Its been great! I’ve enjoyed getting the chance to take a trip into the interviewer’s seat. As I’ve traveled all over this country and the world I’ve met a lot of wonderful people from many different walks of life. Though we are all very different people our common bond is a love of music. Music takes us into a place where barriers break down. We can learn a lot from one another by knowing what types of music we like and why? The “why” is always the best part because everyone has their own specific tastes. I love hearing the stories of why. That’s what folk culture is built on, stories.

On a related note, with more and more musical archives being placed online, how do you keep up with new discoveries of old time and roots music? Do you actively seek it out? Rely on friends or word of mouth? Or a little of all of the above?

I’ll tell you the truth I have been digging into my own archives again and finding some gems. If I hear about a new archive I check it out and keep it in my back pocket for later. That’s the only way to try to keep up. But here’s the thing. Its okay to never know it all. All you can do is try your best to learn what you can and be happy with that. Taj Mahal once told me, “You can dig into the music for the next hundred years and you’ll find that you haven’t even scratched the surface.” I believe that truly. If someone recommends something I check it out. I hear about a new act, I listen. When a new pop record comes out, I check it out. I don’t necessarily have to discuss it but I’m always looking for the next new sound. Old or new.

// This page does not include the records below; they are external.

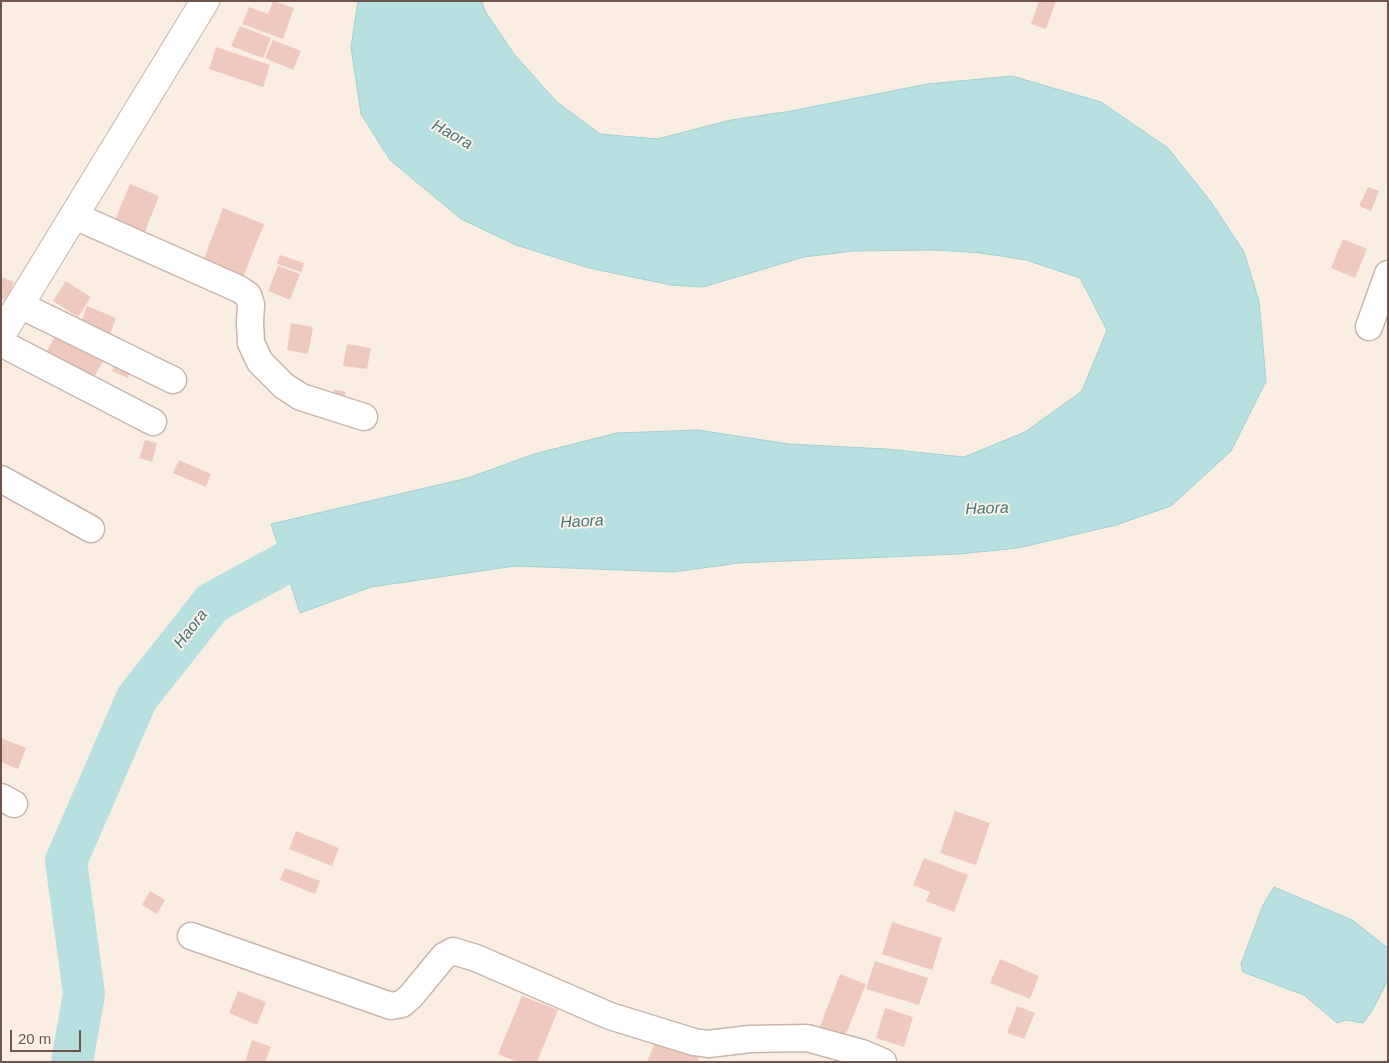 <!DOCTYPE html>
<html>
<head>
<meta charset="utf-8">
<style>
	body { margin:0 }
	#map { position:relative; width:1389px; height:1063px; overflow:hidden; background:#faeee3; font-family:Helvetica,sans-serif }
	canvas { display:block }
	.frame { position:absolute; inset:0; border:2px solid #6f544b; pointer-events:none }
	.scale { position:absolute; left:10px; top:1030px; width:71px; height:22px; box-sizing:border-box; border:2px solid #6f544b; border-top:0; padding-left:6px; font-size:15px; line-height:18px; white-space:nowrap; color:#6f544b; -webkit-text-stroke:4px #fdf2e8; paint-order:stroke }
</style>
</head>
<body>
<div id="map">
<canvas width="1389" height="1063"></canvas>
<div class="frame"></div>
<div class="scale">20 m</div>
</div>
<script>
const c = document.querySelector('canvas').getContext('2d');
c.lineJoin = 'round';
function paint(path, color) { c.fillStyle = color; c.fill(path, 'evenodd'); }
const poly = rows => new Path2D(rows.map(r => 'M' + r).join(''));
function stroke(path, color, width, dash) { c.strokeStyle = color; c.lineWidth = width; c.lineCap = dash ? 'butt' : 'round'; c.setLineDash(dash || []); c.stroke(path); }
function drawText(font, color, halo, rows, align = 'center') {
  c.font = font + ' Helvetica,sans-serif'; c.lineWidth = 4; c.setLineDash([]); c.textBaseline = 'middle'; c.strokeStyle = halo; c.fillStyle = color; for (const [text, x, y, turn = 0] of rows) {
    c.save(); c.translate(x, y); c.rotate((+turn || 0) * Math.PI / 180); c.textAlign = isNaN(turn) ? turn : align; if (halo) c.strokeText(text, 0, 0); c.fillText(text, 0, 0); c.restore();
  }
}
const water = poly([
	[358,1,482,1,485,11,514,54,557,102,600,134,657,139,731,120,791,111,927,84,1012,76,1101,102,1168,148,1211,202,1244,252,1259,301,1266,381,1231,451,1171,506,1116,525,1018,548,959,554,739,563,673,572,515,566,371,587,300,613,271,524,468,478,534,454,617,433,698,430,789,444,886,449,964,457,1025,432,1082,391,1107,330,1080,278,1026,260,981,253,936,250,853,251,804,257,703,287,671,285,589,268,516,245,461,219,390,160,361,114,351,47,358,1],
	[1274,887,1352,920,1388,948,1388,980,1372,1011,1363,1023,1346,1020,1337,1023,1304,995,1243,972,1241,964,1263,905,1274,887]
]);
const river = poly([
	[72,1062,84,994,66,861,137,698,212,603,320,544,337,541]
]);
const building = poly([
	[273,1,294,8,283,39,242,24,249,7,268,14],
	[1039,1,1056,1,1046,29,1031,24],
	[240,26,271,38,263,58,231,46],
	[273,40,301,51,293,70,265,58],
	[216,47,270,65,263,87,209,69],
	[130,184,159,196,142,239,112,227],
	[1368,187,1379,191,1371,211,1359,206],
	[223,208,264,224,241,282,201,267],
	[1343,239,1367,249,1355,278,1331,268],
	[280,255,304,263,301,272,277,264],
	[278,266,300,274,290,300,268,291],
	[1,277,14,282,6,301,1,299],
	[66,281,91,297,78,317,53,301],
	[87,306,116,318,106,345,77,333],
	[291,323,313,327,308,354,287,350],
	[60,327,107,354,93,379,46,353],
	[347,344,371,348,367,369,343,366],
	[118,358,134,364,128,378,112,371],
	[334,389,346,392,342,410,330,407],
	[145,440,157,443,152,462,139,458],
	[179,460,211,474,206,487,173,473],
	[1,738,26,748,18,769,1,762],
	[955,811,990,823,976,865,940,853],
	[296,831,339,848,332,866,289,849],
	[924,858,968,875,954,912,926,901,930,892,913,885],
	[285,868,320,881,315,894,280,880],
	[150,891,165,900,157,914,142,905],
	[892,922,942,938,932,970,882,954],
	[1000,959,1039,976,1030,999,990,983],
	[875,961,928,978,919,1005,866,989],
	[840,974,866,984,844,1039,819,1029],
	[238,991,266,1002,257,1025,229,1013],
	[522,996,558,1010,537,1062,517,1062,498,1054],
	[1017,1006,1035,1013,1024,1039,1007,1033],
	[885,1008,913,1017,904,1047,876,1038],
	[657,1037,700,1055,697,1062,647,1062],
	[252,1040,271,1047,265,1062,245,1062]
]);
const minor = poly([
	[75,216,239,289,248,295,251,304,250,323,251,343,260,362,284,386,301,397,364,417],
	[20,305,173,380],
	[1369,327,1388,274],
	[1,343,153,422],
	[1,479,91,529],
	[1,797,14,804],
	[191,936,391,1006,402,1004,411,996,444,956,453,951,476,958,610,1016,694,1042,708,1044,750,1039,807,1038,862,1053,883,1062]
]);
const tertiary = poly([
	[1,335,205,1]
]);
const waterNames = [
	["Haora",452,135,29],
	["Haora",987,509,-2],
	["Haora",582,522,-3],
	["Haora",191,629,-52]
];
paint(water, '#b9e0e1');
stroke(water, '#a0d0d2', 1);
stroke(river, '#b9e0e1', 42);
paint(building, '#edcabd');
stroke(minor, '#c9b5aa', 29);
stroke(tertiary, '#c9b5aa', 30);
stroke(minor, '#fff', 26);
stroke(tertiary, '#fff', 28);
drawText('italic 16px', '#44787b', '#fdf2e8', waterNames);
</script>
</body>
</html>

We live in politically charged and polarized times, some would say it’s always been politically charged and polarized. In divisive times, what can the music of the past tell us about where we are now as a nation, and where we might be headed?

The one thing I always try to tell people is that if you are reading about it in a history book instead of living in it, you will see that it is a step up from the people who had to suffer through the atrocities we have seen in this country. When performing and honoring history of the past, I always try to remember that they are ghosts of the past. I am okay with evoking certain styles of music to present something that I feel is very new and relevant and at times innovative because it is so old. Some of this old music is rooted in a deep history and I feel in polarizing times we need to take a step back and analyze why they are polarizing.

No need to repeat the mistakes of the past.

This Q&A was conducted via email with Swallow Hill Music Marketing Manager Barry Osborne.